The “Great Trial Lawyers” Get Creative When Making a Record

I really loved Maxwell Kennerly’s blog post yesterday, Titled “Young Lawyers: Be Careful Emulating Great Trial Lawyers.” I loved the ethos though I am not wild about the application. Mr. Kennerly’s post is a reaction to another blog post offering advice for trial lawyers. Essentially, Mr. Kennerly wonders whether it is a good idea for young lawyers to learn from great lawyer characters from old movies. More particularly, he wonders whether lawyers should use some of the tools Paul Biegler, played by Jimmy Stewart, used in the 1959 movie Anatomy of a Murder. Those tools include speaking objections, ignoring the judge when he tries to govern your conduct, and knowingly asking questions in violation of the rules of evidence in an over the top, Jack McCoy on Law and Order sort of way.
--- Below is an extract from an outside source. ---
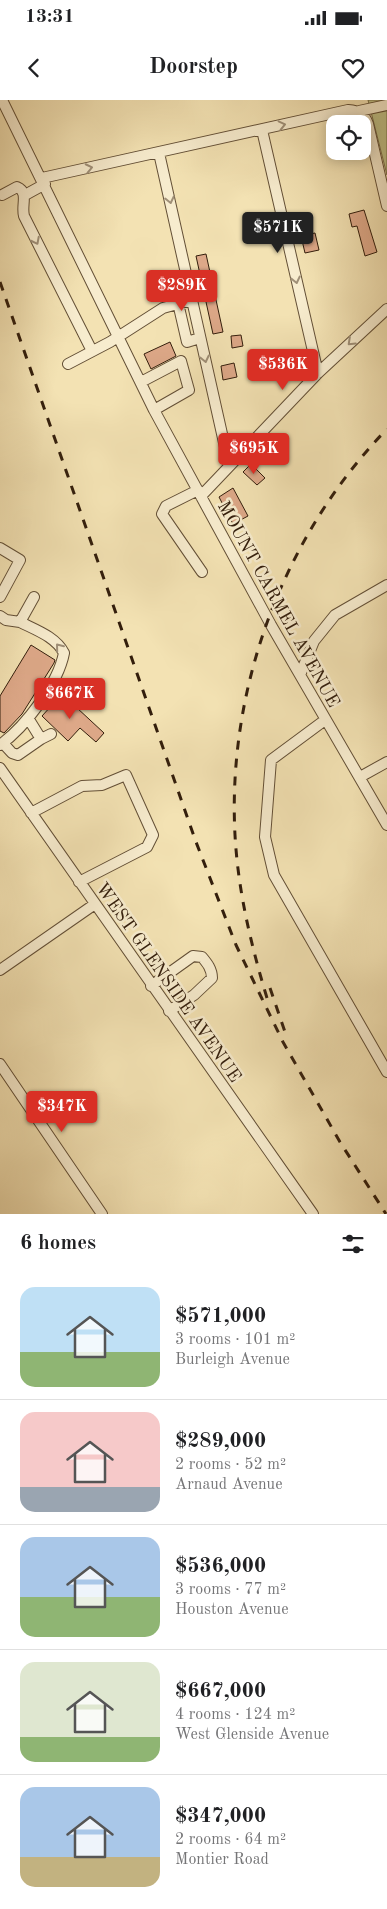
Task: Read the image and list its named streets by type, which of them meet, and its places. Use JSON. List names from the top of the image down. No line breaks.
{"streets":{"street":["MOUNT CARMEL AVENUE","WEST GLENSIDE AVENUE"]},"page":{"status":"13:31","header":"Doorstep","price":["$571K","$289K","$536K","$695K","$667K","$347K"],"heading":"6 homes","list":[{"name":"$571,000","note":"3 rooms · 101 m² · Burleigh Avenue"},{"name":"$289,000","note":"2 rooms · 52 m² · Arnaud Avenue"},{"name":"$536,000","note":"3 rooms · 77 m² · Houston Avenue"},{"name":"$667,000","note":"4 rooms · 124 m² · West Glenside Avenue"},{"name":"$347,000","note":"2 rooms · 64 m² · Montier Road"}]}}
He thinks he would advise against it but laments that fact and wonders aloud.

My fear is that as the hairs on my head gray, I have become increasingly conservative. Rather than thinking outside the box, I recokon where the walls are before trial and try to stay within them, to demonstrate my legal acument. But since when is trial about anything other than the narrative at hand? Is time spent in silent struggle with [the] evidence code time that could better have been spent constructing a narrative that persuades, and then finding the means to tell it, including the drawing of objections?
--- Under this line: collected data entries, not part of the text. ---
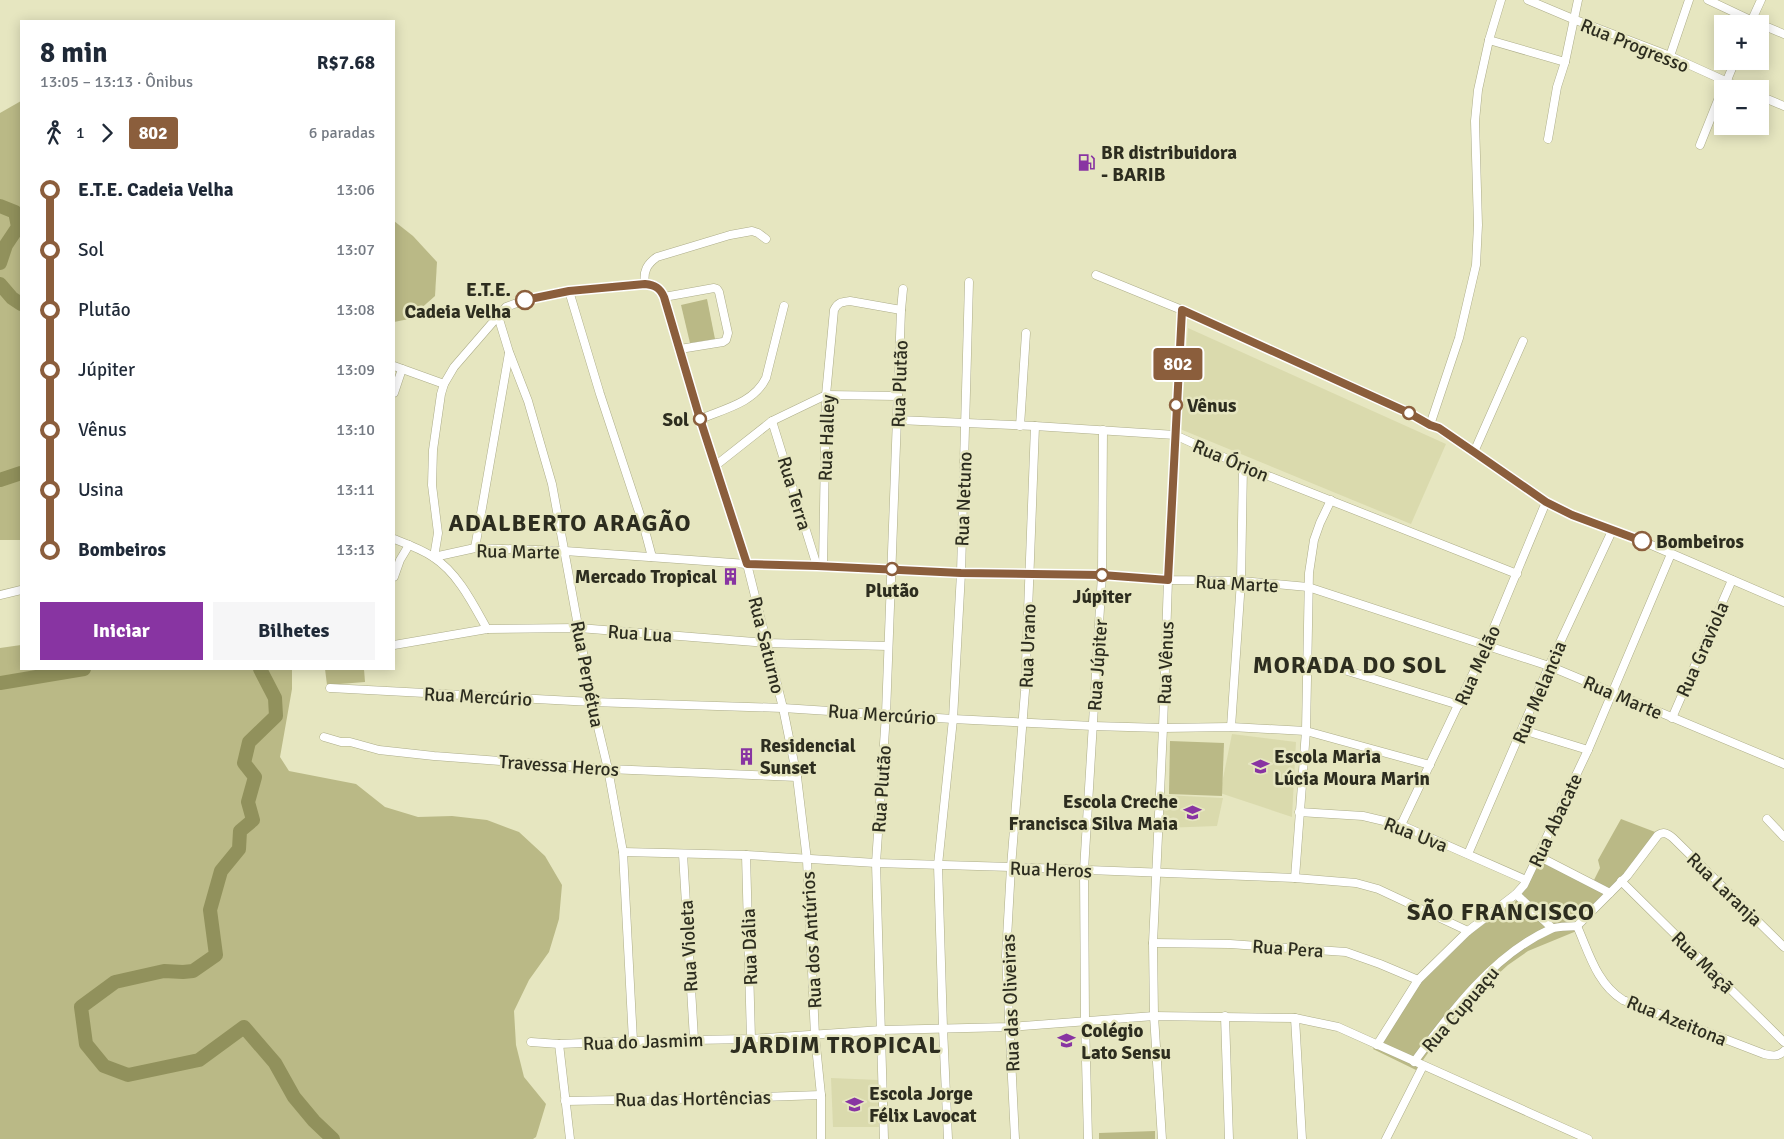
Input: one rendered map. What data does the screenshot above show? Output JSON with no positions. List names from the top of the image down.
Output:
{
  "streets": {
    "street": [
      "Rua Progresso",
      "Rua Plutão",
      "Rua Halley",
      "Rua Órion",
      "Rua Terra",
      "Rua Netuno",
      "Rua Marte",
      "Rua Lua",
      "Rua Saturno",
      "Rua Urano",
      "Rua Graviola",
      "Rua Vênus",
      "Rua Júpiter",
      "Rua Melão",
      "Rua Perpétua",
      "Rua Melancia",
      "Rua Mercúrio",
      "Travessa Heros",
      "Rua Abacate",
      "Rua Uva",
      "Rua Heros",
      "Rua Laranja",
      "Rua dos Antúrios",
      "Rua Violeta",
      "Rua Dália",
      "Rua Pera",
      "Rua Maçã",
      "Rua das Oliveiras",
      "Rua Cupuaçu",
      "Rua Azeitona",
      "Rua do Jasmim",
      "Rua das Hortências"
    ]
  },
  "crossings": [
    ["Rua Plutão", "Rua Halley"],
    ["Rua Plutão", "Rua Órion"],
    ["Rua Plutão", "Rua Marte"],
    ["Rua Plutão", "Rua Lua"],
    ["Rua Plutão", "Rua Mercúrio"],
    ["Rua Plutão", "Rua Heros"],
    ["Rua Plutão", "Rua do Jasmim"],
    ["Rua Halley", "Rua Terra"],
    ["Rua Halley", "Rua Marte"],
    ["Rua Órion", "Rua Netuno"],
    ["Rua Órion", "Rua Urano"],
    ["Rua Órion", "Rua Vênus"],
    ["Rua Órion", "Rua Júpiter"],
    ["Rua Órion", "Rua Melão"],
    ["Rua Terra", "Rua Marte"],
    ["Rua Netuno", "Rua Marte"],
    ["Rua Netuno", "Rua Mercúrio"],
    ["Rua Netuno", "Rua Heros"],
    ["Rua Netuno", "Rua do Jasmim"],
    ["Rua Marte", "Rua Saturno"],
    ["Rua Marte", "Rua Urano"],
    ["Rua Marte", "Rua Graviola"],
    ["Rua Marte", "Rua Vênus"],
    ["Rua Marte", "Rua Júpiter"],
    ["Rua Marte", "Rua Melão"],
    ["Rua Marte", "Rua Perpétua"],
    ["Rua Marte", "Rua Melancia"],
    ["Rua Marte", "Rua Abacate"],
    ["Rua Lua", "Rua Saturno"],
    ["Rua Lua", "Rua Perpétua"],
    ["Rua Saturno", "Rua Mercúrio"],
    ["Rua Saturno", "Travessa Heros"],
    ["Rua Saturno", "Rua Heros"],
    ["Rua Saturno", "Rua dos Antúrios"],
    ["Rua Urano", "Rua Mercúrio"],
    ["Rua Urano", "Rua Heros"],
    ["Rua Urano", "Rua das Oliveiras"],
    ["Rua Vênus", "Rua Mercúrio"],
    ["Rua Vênus", "Rua Heros"],
    ["Rua Vênus", "Rua Pera"],
    ["Rua Vênus", "Rua do Jasmim"],
    ["Rua Júpiter", "Rua Mercúrio"],
    ["Rua Júpiter", "Rua Heros"],
    ["Rua Júpiter", "Rua do Jasmim"],
    ["Rua Melão", "Rua Mercúrio"],
    ["Rua Melão", "Rua Uva"],
    ["Rua Perpétua", "Rua Mercúrio"],
    ["Rua Perpétua", "Travessa Heros"],
    ["Rua Perpétua", "Rua Heros"],
    ["Rua Perpétua", "Rua do Jasmim"],
    ["Rua Melancia", "Rua Uva"],
    ["Rua Abacate", "Rua Uva"],
    ["Rua Abacate", "Rua Heros"],
    ["Rua Abacate", "Rua Pera"],
    ["Rua Abacate", "Rua do Jasmim"],
    ["Rua Heros", "Rua dos Antúrios"],
    ["Rua Heros", "Rua Violeta"],
    ["Rua Heros", "Rua Dália"],
    ["Rua Heros", "Rua das Oliveiras"],
    ["Rua Laranja", "Rua Maçã"],
    ["Rua dos Antúrios", "Rua do Jasmim"],
    ["Rua dos Antúrios", "Rua das Hortências"],
    ["Rua Violeta", "Rua do Jasmim"],
    ["Rua Dália", "Rua do Jasmim"],
    ["Rua das Oliveiras", "Rua do Jasmim"],
    ["Rua Cupuaçu", "Rua Azeitona"],
    ["Rua Cupuaçu", "Rua do Jasmim"]
  ],
  "districts": [
    "ADALBERTO ARAGÃO",
    "MORADA DO SOL",
    "SÃO FRANCISCO",
    "JARDIM TROPICAL"
  ],
  "places": {
    "fuel station": ["BR distribuidora - BARIB"],
    "other": [
      "E.T.E. Cadeia Velha",
      "Vênus",
      "Sol",
      "Bombeiros",
      "Plutão",
      "Júpiter"
    ],
    "building": ["Mercado Tropical", "Residencial Sunset"],
    "school or university": [
      "Escola Maria Lúcia Moura Marin",
      "Escola Creche Francisca Silva Maia",
      "Colégio Lato Sensu",
      "Escola Jorge Félix Lavocat"
    ]
  },
  "lines": ["bus line 802"],
  "page": {
    "on_map": "802",
    "map_buttons": ["+", "−"],
    "heading": ["8 min", "13:05 – 13:13 · Ônibus", "R$7.68"],
    "legs": ["1", "802", "6 paradas"],
    "list": [
      {
        "name": "E.T.E. Cadeia Velha",
        "value": "13:06"
      },
      {
        "name": "Sol",
        "value": "13:07"
      },
      {
        "name": "Plutão",
        "value": "13:08"
      },
      {
        "name": "Júpiter",
        "value": "13:09"
      },
      {
        "name": "Vênus",
        "value": "13:10"
      },
      {
        "name": "Usina",
        "value": "13:11"
      },
      {
        "name": "Bombeiros",
        "value": "13:13"
      }
    ],
    "buttons": ["Iniciar", "Bilhetes"]
  }
}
There are two ideas in this well-written paragraph presented as mutually exclusive that really are not. But I think it’s important that the point not get lost. That point is the single thread that runs through his blog post. So, let’s take the thread first then come back to the two points.

The thread is the idea of Beginner’s Mind. I think it’s okay to go there in talking about this post because there’s a zen category on Mr. Kennerly’s blog. In his prologue to Zen Mind, Beginner’s Mind, Shunryu Suzuki writes that

In the beginner’s mind there are many possibilities, but in the expert’s there are few. … For a while you will keep your beginner’s mind, but if you continue to practice one, two, three years or more, although you may improve some, you are liable to lose the limitless meaning of original mind.

I’m not sure that Suzuki would appreciate me lifing these concepts out of context and dropping them into a discussion of trial law and preserving an appellate record. But they work, and I think that Mr. Kennerly is getting at it. So, now to the mutual exclusivity piece.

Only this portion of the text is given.